Learning to live comfortably on a limited budget and income means taking control of your money. When you have minimal money coming in, the rules of budgeting change. The line between needs and wants is clear, as you have less to spend each month on unnecessary purchases. Although you might not have a lot of money to spend, you still want to set some aside for emergencies and the future.
Things You'll Need
- Bills and receipts
Capture a snapshot your financial situation each month. Review your pay stubs or other proof of income to see how much you earn on average every month. Total your essential monthly expenses, including your rent or mortgage, car payments and insurance, groceries and other bills. Include minimum debt payments in the expenses. Compare the total of these expenses to your after-tax income. Ideally, the expenses total will be less than your income total. If it isn't, determine what you can reduce or eliminate each month.
Set up a savings account at a local bank if you don't have one already. Aim at first to save $500 by putting aside what you can afford each pay period after you pay your essential bills, even if it is as little as $10. As time passes and your income grows, increase the amount in the fund to three months of living expenses.

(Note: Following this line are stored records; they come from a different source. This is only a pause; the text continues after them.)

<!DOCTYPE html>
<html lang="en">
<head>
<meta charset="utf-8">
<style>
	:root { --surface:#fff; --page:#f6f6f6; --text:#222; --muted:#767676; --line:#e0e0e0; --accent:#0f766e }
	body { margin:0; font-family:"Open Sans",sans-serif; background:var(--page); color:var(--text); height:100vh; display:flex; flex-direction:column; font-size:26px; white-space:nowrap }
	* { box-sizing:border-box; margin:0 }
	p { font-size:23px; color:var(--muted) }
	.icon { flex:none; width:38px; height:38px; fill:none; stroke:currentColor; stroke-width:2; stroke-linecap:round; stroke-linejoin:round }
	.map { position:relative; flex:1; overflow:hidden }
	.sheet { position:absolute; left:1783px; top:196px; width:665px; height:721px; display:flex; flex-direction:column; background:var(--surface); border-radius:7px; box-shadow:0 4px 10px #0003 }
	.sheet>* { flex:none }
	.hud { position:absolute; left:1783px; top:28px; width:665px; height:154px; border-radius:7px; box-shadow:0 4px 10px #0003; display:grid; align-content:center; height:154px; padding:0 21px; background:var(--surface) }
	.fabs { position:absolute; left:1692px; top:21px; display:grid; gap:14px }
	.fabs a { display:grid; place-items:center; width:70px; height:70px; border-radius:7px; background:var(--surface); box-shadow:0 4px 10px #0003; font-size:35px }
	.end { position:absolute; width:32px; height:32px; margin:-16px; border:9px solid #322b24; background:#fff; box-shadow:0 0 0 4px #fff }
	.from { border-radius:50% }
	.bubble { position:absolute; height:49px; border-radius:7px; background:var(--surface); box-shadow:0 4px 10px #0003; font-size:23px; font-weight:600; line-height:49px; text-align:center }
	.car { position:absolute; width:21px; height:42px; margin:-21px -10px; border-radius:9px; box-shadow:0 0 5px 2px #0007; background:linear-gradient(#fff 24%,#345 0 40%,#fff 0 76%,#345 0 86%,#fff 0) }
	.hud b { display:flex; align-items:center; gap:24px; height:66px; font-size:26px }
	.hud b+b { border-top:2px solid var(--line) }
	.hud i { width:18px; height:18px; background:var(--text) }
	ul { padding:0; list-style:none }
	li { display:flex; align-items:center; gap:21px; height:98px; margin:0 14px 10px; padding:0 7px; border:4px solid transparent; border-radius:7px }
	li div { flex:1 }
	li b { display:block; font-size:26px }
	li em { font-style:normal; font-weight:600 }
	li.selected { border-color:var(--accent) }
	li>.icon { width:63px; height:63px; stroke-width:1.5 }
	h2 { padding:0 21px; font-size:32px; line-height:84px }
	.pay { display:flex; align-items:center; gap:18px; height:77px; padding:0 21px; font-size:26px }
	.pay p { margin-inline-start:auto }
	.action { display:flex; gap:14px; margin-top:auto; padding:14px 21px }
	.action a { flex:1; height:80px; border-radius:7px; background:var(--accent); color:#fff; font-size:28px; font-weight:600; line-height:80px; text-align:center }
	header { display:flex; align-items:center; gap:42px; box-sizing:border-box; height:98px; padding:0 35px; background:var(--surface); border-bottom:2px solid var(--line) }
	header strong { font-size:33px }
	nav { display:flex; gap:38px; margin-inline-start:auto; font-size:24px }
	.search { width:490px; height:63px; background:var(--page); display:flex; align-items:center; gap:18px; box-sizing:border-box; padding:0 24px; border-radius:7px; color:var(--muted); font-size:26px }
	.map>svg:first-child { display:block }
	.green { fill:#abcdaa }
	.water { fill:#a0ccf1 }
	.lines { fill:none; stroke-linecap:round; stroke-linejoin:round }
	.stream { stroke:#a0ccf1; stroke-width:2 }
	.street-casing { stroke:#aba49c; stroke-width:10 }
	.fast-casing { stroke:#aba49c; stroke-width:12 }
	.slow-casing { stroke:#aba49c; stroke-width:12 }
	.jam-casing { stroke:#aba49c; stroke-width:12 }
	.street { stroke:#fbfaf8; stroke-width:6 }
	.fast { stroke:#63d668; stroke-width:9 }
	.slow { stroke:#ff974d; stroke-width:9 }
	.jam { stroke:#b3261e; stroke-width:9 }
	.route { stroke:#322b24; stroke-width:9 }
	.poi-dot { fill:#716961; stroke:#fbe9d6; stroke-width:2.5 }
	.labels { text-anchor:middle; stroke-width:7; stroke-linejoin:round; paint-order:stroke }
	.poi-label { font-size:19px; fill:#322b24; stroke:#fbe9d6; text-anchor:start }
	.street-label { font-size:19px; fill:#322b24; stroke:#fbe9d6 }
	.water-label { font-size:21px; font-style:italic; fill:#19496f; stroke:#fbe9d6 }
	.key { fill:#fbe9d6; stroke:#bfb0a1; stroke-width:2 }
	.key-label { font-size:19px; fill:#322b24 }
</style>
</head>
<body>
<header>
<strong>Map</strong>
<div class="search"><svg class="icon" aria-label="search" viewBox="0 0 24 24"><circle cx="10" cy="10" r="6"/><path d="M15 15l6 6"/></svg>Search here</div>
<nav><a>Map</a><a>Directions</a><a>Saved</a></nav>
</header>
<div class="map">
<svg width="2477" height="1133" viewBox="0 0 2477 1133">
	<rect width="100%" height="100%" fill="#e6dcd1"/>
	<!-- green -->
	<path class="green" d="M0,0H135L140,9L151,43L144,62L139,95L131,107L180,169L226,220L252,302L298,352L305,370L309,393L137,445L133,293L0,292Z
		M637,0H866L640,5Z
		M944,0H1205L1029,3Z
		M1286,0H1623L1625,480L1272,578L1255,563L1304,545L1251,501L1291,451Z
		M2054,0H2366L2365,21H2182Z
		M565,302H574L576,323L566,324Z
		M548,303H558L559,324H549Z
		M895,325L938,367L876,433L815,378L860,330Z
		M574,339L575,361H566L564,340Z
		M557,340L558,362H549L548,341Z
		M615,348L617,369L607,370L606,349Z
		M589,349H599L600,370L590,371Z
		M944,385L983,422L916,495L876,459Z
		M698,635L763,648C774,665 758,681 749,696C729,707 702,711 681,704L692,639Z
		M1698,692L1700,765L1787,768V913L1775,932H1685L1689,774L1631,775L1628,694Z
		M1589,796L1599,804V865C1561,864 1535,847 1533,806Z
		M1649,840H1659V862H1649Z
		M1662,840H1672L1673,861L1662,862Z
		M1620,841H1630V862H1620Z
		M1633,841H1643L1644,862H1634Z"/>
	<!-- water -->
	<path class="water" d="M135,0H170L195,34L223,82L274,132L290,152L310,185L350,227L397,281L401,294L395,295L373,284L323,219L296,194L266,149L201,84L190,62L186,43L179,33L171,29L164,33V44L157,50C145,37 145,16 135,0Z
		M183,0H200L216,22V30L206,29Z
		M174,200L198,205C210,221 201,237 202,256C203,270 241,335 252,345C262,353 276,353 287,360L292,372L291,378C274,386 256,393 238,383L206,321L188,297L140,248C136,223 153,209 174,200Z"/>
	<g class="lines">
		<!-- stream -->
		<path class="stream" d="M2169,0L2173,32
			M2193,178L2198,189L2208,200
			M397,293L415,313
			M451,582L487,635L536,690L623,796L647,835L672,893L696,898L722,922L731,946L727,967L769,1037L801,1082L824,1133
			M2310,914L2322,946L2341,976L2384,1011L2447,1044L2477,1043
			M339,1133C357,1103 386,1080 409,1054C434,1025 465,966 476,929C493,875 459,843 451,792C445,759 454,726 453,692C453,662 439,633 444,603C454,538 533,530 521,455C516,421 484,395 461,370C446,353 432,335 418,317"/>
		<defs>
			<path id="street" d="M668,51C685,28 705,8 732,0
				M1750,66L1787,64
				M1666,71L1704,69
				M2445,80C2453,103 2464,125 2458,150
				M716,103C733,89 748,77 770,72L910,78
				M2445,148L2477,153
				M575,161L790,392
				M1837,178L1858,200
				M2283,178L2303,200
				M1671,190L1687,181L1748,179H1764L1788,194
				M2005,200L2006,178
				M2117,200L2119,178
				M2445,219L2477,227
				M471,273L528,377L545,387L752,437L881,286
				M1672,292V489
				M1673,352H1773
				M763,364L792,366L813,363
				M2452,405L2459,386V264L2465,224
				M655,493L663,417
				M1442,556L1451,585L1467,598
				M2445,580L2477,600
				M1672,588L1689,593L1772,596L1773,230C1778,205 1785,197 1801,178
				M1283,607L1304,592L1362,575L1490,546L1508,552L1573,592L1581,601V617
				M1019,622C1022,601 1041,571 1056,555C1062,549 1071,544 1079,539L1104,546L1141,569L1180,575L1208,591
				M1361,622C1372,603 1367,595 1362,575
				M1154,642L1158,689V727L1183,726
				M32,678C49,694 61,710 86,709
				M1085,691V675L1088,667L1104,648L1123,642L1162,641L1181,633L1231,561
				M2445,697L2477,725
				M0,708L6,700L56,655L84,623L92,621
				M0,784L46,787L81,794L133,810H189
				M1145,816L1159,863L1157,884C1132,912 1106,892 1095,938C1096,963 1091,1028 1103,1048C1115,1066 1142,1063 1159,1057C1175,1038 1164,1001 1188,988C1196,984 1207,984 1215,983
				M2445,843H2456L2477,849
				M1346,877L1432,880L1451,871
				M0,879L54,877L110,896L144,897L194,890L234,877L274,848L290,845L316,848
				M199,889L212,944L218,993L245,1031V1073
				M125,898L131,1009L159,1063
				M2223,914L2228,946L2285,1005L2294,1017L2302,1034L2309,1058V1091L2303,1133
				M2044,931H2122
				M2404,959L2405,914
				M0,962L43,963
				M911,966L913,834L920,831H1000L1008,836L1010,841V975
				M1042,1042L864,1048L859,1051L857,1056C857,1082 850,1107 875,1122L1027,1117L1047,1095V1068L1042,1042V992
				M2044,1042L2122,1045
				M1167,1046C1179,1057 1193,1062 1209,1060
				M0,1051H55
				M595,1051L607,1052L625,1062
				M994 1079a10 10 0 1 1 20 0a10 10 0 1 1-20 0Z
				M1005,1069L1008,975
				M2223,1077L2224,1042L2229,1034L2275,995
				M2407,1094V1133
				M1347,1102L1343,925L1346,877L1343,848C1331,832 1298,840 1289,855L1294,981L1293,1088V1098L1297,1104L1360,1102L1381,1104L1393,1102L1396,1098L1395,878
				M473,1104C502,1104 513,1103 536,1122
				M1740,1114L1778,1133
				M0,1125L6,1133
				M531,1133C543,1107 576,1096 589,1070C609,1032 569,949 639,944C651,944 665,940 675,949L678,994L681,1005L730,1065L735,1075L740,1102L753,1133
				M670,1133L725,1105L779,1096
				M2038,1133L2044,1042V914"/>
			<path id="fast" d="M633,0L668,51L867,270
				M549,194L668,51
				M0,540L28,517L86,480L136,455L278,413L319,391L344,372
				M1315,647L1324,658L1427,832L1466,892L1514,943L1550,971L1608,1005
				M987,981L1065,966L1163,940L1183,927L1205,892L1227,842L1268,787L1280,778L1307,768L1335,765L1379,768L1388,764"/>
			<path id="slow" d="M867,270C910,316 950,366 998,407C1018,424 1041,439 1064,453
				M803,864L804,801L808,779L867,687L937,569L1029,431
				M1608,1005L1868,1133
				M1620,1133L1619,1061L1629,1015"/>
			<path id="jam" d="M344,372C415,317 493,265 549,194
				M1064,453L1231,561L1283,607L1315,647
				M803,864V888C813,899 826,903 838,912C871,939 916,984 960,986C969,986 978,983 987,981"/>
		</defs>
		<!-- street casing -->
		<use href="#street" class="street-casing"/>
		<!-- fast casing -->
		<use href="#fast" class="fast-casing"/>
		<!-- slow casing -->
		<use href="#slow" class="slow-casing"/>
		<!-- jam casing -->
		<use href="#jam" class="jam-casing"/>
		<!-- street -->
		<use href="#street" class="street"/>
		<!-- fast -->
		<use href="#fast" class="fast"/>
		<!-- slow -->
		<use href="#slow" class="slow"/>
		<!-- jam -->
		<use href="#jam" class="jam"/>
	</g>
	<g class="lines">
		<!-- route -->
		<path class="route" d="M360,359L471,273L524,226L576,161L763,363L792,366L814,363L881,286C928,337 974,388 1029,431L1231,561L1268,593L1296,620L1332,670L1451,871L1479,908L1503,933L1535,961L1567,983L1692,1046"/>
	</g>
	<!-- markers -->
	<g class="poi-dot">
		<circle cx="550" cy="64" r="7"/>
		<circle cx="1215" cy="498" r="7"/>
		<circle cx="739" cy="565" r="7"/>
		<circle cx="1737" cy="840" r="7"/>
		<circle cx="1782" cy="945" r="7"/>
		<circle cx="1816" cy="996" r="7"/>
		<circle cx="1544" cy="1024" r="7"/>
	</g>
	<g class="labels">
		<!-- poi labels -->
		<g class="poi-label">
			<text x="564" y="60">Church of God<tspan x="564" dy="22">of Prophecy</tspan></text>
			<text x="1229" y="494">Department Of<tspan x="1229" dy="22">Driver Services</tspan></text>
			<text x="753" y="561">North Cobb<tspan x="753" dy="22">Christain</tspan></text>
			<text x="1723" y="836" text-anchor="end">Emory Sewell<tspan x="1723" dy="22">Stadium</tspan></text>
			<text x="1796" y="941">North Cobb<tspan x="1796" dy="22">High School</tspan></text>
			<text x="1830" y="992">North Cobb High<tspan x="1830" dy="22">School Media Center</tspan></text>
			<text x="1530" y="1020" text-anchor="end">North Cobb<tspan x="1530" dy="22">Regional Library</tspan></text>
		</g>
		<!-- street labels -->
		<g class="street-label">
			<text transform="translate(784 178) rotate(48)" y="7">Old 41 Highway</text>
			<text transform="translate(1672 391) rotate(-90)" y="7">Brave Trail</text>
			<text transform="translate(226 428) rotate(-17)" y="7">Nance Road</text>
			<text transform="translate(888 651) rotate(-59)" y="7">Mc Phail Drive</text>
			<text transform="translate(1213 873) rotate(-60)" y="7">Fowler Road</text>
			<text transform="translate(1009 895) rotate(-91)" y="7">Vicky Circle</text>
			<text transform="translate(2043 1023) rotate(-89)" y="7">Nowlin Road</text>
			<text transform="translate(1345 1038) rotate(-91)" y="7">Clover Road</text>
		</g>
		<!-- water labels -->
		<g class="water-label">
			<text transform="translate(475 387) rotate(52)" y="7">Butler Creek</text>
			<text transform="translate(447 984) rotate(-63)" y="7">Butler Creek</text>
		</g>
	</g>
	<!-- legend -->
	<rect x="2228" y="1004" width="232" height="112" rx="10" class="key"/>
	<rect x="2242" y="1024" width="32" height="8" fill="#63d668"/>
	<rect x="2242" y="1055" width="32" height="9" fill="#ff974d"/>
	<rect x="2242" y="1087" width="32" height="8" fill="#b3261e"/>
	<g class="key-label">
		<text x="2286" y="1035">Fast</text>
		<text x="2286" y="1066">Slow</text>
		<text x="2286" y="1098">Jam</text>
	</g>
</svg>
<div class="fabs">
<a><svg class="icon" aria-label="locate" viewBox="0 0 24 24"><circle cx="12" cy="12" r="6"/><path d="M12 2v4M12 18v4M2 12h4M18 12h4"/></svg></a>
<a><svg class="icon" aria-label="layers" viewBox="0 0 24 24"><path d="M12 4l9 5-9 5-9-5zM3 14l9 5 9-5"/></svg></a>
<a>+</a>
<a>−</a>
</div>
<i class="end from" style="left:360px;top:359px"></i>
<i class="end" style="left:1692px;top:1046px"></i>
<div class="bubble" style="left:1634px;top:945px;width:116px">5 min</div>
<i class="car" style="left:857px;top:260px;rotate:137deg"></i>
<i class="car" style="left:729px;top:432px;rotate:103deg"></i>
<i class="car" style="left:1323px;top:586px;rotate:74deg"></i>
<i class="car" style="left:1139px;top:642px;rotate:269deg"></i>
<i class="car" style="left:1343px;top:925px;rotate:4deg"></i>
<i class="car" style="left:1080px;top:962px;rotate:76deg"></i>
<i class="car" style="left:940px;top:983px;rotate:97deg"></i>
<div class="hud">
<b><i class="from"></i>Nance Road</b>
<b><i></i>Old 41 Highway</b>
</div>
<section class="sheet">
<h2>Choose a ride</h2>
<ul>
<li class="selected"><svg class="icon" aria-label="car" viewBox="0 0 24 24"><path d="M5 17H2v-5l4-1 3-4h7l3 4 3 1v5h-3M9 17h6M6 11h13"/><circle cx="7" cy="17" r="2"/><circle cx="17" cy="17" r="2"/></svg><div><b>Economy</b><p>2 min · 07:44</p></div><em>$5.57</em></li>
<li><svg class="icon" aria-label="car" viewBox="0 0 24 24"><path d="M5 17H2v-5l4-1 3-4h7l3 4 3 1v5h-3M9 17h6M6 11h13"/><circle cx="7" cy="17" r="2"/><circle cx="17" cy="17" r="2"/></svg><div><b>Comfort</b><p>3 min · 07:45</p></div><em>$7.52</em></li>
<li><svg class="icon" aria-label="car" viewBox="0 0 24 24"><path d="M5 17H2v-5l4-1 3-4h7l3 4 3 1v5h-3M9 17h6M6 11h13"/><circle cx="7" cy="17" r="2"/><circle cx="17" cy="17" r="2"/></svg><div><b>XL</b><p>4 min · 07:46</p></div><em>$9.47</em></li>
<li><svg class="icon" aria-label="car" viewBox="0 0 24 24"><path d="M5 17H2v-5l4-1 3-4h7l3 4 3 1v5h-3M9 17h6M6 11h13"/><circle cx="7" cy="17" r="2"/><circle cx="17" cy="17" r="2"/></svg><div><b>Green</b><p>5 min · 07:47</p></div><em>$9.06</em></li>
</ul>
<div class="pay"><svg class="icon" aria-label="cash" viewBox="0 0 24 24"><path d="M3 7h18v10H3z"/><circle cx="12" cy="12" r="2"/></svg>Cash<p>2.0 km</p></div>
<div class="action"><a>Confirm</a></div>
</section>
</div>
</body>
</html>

Start saving for retirement. Ask your employer to automatically deduct a set amount from your check each pay period. If your job does not offer a retirement plan, look into setting up an IRA, either with your bank or with an online broker. Set aside an amount each month, even if it is just 1 percent of your take-home pay.
Learn to shop smart. Pay attention to sales fliers and purchase pantry and toiletry items when they go on sale, using coupons if possible. Don't buy something simply because it is marked down or you have a coupon. If you never consume or use it, you haven't saved any money.
Use cash for as many purchases as possible. Credit cards are expensive luxuries if you carry a balance.